The town was originally known as Woodville due to its timber industry, although the sawmills closed by the 1870s. The name was changed to Dogtown, as that was a popular name among locals. Until the name change, the hamlet was simply nicknamed "The Dogtown" by Bolinas residents, because the town's residents kept a large number of hunting dogs. The location continues to be labeled "Woodville" on some maps.

The area's economy is agricultural and tourism-based.

==Education==
Dogtown is in the Bolinas-Stinson Union School District which provides K-8 education, and the Tamalpais Union High School District. Students attend Tamalpais High School in Mill Valley after 8th grade.

==Transportation==
The town is accessible by State Route 1, marked as "Shoreline Highway Road" locally, which runs through the community; north to Point Reyes Station and south to Stinson Beach.

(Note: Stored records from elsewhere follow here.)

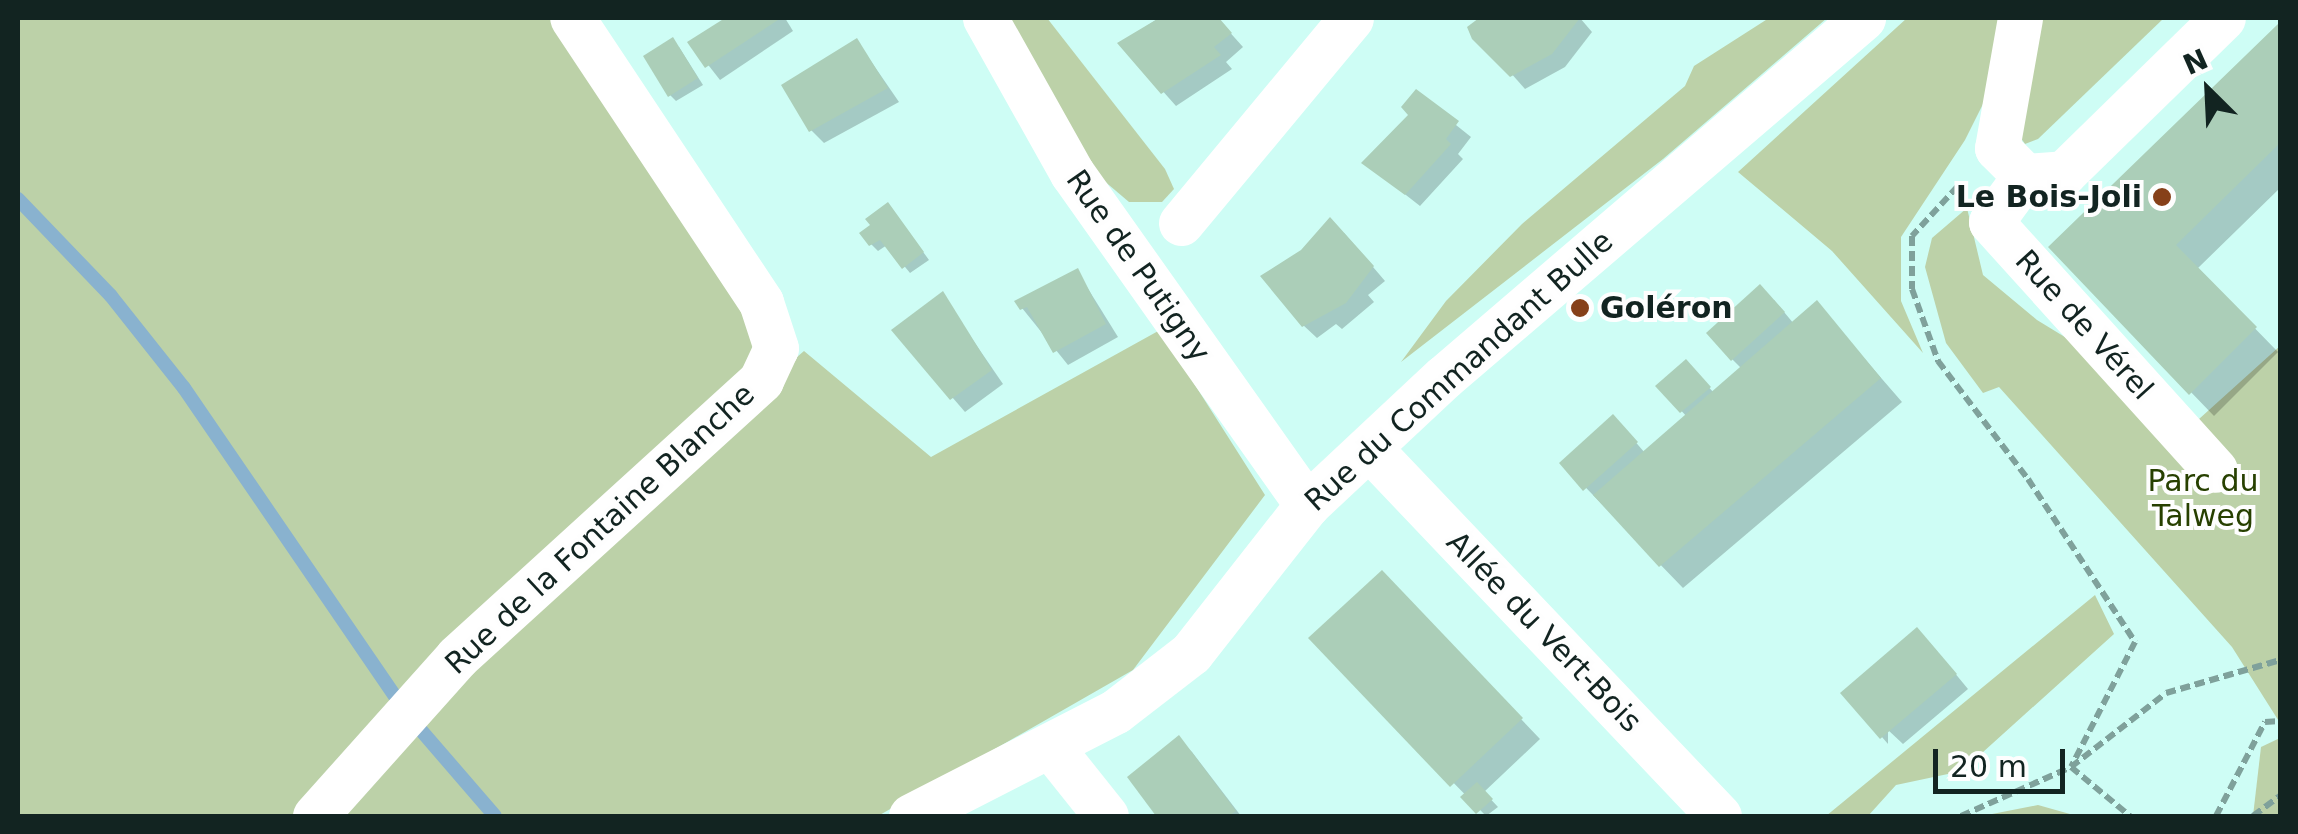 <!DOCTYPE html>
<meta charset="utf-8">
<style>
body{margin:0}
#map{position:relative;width:2298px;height:834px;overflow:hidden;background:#cefdf5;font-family:"DejaVu Sans",sans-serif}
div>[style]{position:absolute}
.green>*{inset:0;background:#bcd1a8}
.shadow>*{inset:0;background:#0003}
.stream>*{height:14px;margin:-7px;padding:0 7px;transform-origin:7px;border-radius:7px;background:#89b2cf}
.building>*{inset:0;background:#abceb8}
.path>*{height:6px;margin-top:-3px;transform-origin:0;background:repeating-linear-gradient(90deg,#7fa19b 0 10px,transparent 0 15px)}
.minor>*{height:45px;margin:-22.5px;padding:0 22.5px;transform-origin:22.5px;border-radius:22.5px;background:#fff}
.dots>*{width:28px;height:28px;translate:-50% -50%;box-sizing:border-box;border:5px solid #fefefe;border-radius:50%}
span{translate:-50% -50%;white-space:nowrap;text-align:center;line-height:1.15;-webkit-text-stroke:8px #fefefe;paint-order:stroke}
.poi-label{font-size:30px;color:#122421;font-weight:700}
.right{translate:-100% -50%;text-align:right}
.left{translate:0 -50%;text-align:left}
.street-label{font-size:30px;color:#122421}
.park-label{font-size:30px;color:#274000}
.frame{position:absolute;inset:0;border:20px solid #122421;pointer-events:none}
.north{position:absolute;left:2158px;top:40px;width:100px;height:100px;-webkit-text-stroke:8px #fefefe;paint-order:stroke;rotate:336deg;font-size:28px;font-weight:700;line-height:40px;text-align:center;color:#122421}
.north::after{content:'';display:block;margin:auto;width:35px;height:45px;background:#122421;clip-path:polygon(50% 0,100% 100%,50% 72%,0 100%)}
.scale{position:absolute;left:1933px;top:749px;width:132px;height:45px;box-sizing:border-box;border:5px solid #122421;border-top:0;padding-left:12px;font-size:30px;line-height:35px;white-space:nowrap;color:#122421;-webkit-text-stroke:8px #fefefe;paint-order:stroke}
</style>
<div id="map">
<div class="green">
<i style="clip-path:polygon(18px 18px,552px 18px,782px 370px,804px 351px,931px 457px,1160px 330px,1265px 495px,1133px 670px,878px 816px,18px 816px)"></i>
<i style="clip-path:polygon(1001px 18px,1047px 18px,1165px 169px,1174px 189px,1162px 202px,1129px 202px,1096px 174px)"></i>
<i style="clip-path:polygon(1769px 18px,1827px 18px,1663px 159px,1401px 362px,1446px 301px,1522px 224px,1685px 86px,1694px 66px)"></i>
<i style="clip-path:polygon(1907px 18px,2011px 18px,1999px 72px,1965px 140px,1901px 237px,1901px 301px,1923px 353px,1832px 251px,1738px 172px)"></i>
<i style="clip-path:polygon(2036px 18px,2164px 18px,2038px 139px,2025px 144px,2016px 131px)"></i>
<i style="clip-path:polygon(1967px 208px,1983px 275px,2037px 320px,2199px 419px,2280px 346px,2280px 723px,2232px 647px,1999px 387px,1983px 393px,1946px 343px,1925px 267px,1932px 238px)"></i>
<i style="clip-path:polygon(2095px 595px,2114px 634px,1962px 771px,1896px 785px,1868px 816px,1826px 816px)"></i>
<i style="clip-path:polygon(2280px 738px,2280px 816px,2253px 816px,2261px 747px)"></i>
<i style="clip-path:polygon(2038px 805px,2077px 816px,1987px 815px)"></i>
</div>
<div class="shadow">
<i style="clip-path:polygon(730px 18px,785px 18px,793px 31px,720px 80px,691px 43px)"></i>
<i style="clip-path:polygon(1159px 18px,1217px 18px,1243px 47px,1226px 62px,1232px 69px,1176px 106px,1120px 43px)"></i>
<i style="clip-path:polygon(1488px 18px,1580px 18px,1592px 32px,1565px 67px,1525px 89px,1471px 28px)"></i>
<i style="clip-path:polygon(2278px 27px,2280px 188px,2197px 269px,2278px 352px,2214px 416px,2051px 247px)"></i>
<i style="clip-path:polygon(857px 41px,899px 102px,824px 143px,811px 130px)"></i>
<i style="clip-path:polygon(679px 47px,703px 85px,676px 101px,670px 95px)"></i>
<i style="clip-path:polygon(1416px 93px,1471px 137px,1458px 154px,1463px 159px,1420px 206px,1365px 163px,1411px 115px)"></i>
<i style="clip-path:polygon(894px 212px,929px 260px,910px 273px,887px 245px,878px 251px,871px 244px)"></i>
<i style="clip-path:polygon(1344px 233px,1385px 281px,1368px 295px,1374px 302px,1342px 329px,1336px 324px,1317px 338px,1303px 325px)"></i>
<i style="clip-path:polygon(1077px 271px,1118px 337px,1068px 365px,1022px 308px)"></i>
<i style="clip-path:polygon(942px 295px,1003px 384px,965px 412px,895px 331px)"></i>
<i style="clip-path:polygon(1774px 300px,1794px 324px,1817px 304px,1902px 402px,1683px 588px,1562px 463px,1626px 431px,1645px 453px,1687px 417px,1659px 386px,1686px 362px,1714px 393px,1742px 369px,1732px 359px)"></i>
<i style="clip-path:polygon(1400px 592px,1540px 739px,1484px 792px,1498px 807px,1486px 816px,1312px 638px)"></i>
<i style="clip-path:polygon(1930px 643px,1968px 689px,1903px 744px,1888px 730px,1888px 744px,1844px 693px)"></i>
<i style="clip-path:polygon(1178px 739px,1192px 752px,1241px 816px,1159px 816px,1131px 777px)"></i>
</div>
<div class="stream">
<i style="left:18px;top:199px;width:134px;rotate:46.2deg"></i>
<i style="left:111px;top:296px;width:117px;rotate:51.6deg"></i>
<i style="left:184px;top:388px;width:379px;rotate:55.6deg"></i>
<i style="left:413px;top:721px;width:125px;rotate:49.2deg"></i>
</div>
<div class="building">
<i style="clip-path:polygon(725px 18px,781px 18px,705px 68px,687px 42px)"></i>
<i style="clip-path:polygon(1159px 18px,1219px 18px,1232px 33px,1214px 47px,1221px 55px,1161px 94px,1117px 43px)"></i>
<i style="clip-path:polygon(1479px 18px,1580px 18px,1552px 54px,1510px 77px,1472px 39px,1467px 27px)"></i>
<i style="clip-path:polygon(2278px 24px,2280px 143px,2176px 245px,2257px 327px,2189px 395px,2048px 247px)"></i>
<i style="clip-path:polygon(673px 37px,698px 78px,668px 97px,643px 56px)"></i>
<i style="clip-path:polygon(857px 38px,888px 88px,809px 132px,781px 85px)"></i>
<i style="clip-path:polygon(1416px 89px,1459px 121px,1446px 139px,1451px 144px,1405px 195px,1361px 163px,1408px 115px,1401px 107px)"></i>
<i style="clip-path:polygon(888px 202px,924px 252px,902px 269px,880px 240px,869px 246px,859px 233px,870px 225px,865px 219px)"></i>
<i style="clip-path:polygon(1330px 217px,1374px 266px,1346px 303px,1302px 327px,1260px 276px,1301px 250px)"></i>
<i style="clip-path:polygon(1078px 268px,1106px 324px,1053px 353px,1027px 307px,1020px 310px,1014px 301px)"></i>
<i style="clip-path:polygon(1760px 284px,1785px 312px,1731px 361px,1706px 333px)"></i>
<i style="clip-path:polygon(943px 291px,992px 370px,950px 400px,891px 330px)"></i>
<i style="clip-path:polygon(1817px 300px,1881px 378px,1659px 567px,1593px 495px)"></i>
<i style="clip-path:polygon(1686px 359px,1711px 387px,1680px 413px,1655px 386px)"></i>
<i style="clip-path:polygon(1613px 414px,1638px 442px,1583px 491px,1559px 463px)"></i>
<i style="clip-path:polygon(1382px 570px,1523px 718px,1450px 787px,1308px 638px)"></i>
<i style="clip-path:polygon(1917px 627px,1957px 674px,1880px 739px,1840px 693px)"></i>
<i style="clip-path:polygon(1179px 735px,1236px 811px,1229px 816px,1156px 816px,1127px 777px)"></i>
<i style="clip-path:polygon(1477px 782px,1493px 799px,1476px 814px,1460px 797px)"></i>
</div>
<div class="path">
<i style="left:1958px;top:186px;width:68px;rotate:132.6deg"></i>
<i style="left:1912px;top:236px;width:53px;rotate:90deg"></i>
<i style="left:1912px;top:289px;width:77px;rotate:70.1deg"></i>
<i style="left:1938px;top:361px;width:148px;rotate:52.7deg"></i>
<i style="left:2028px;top:479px;width:195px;rotate:56.7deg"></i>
<i style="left:2135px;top:642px;width:140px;rotate:117.1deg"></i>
<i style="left:2071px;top:767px;width:77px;rotate:39.7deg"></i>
<i style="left:1961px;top:816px;width:120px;rotate:-24deg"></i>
<i style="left:2071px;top:767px;width:120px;rotate:-37.9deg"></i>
<i style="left:2166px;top:693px;width:119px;rotate:-16.1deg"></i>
<i style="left:2216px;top:816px;width:106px;rotate:-62.5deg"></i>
<i style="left:2265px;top:722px;width:15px;rotate:-4deg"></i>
<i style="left:2253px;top:816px;width:34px;rotate:-37deg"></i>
</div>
<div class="minor">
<i style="left:985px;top:18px;width:178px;rotate:60.7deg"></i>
<i style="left:1072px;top:173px;width:407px;rotate:54.7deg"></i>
<i style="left:2020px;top:18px;width:132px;rotate:100deg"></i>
<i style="left:1997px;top:148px;width:40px;rotate:45deg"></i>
<i style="left:2025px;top:176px;width:39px;rotate:-4deg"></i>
<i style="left:2064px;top:173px;width:222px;rotate:-44.3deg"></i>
<i style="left:2025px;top:176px;width:57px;rotate:126.5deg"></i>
<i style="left:1991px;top:222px;width:334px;rotate:47.9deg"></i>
<i style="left:1181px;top:223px;width:266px;rotate:-50.3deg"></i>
<i style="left:1369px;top:448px;width:508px;rotate:46.44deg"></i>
<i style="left:1051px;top:747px;width:88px;rotate:51.4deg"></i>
<i style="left:315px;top:816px;width:213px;rotate:-48.2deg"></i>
<i style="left:457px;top:657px;width:411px;rotate:-42.3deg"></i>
<i style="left:761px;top:380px;width:35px;rotate:-65deg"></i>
<i style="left:776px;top:348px;width:48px;rotate:-108.1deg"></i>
<i style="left:761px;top:302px;width:341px;rotate:-123.6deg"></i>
<i style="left:911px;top:816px;width:230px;rotate:-27.1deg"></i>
<i style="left:1116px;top:711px;width:95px;rotate:-37.7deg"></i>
<i style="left:1191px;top:653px;width:188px;rotate:-51.9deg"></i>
<i style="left:1307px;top:505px;width:187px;rotate:-43.1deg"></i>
<i style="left:1444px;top:377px;width:552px;rotate:-40.59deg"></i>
</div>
<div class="dots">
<i style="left:2162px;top:197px;background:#864019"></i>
<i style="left:1580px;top:308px;background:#864019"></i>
</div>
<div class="poi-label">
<span class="right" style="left:2142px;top:197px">Le Bois-Joli</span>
<span class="left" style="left:1600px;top:308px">Goléron</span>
</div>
<div class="street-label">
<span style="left:1138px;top:266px;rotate:55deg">Rue de Putigny</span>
<span style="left:2084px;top:325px;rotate:48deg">Rue de Vérel</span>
<span style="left:1459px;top:371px;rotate:-42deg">Rue du Commandant Bulle</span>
<span style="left:600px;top:529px;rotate:-43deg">Rue de la Fontaine Blanche</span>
<span style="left:1544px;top:632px;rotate:46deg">Allée du Vert-Bois</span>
</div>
<div class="park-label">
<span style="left:2203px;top:498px">Parc du<br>Talweg</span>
</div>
<div class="frame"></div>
<div class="north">N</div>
<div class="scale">20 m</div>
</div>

There is limited Marin Transit West Marin Stagecoach (route 61e) bus service between Point Reyes Station, Dogtown, Bolinas, and Mill Valley (with some trips to Marin City). The service provides 4 daily round trips on Wednesdays and Fridays. Some students use it to get to Tamalpais High School on the days it operates; these students are some of the service's key users. There is also service on route 62 from Point Reyes Station to Stinson Beach, with one trip continuing as route 68 from Point Reyes Station to the county seat San Rafael through Lagintas-Forest Knolls, San Anselmo and other communities in the San Geronimo Valley.

Due to the town's geographic isolation, residents are, in most cases, taken to hospitals by helicopter instead of by ambulance in emergencies.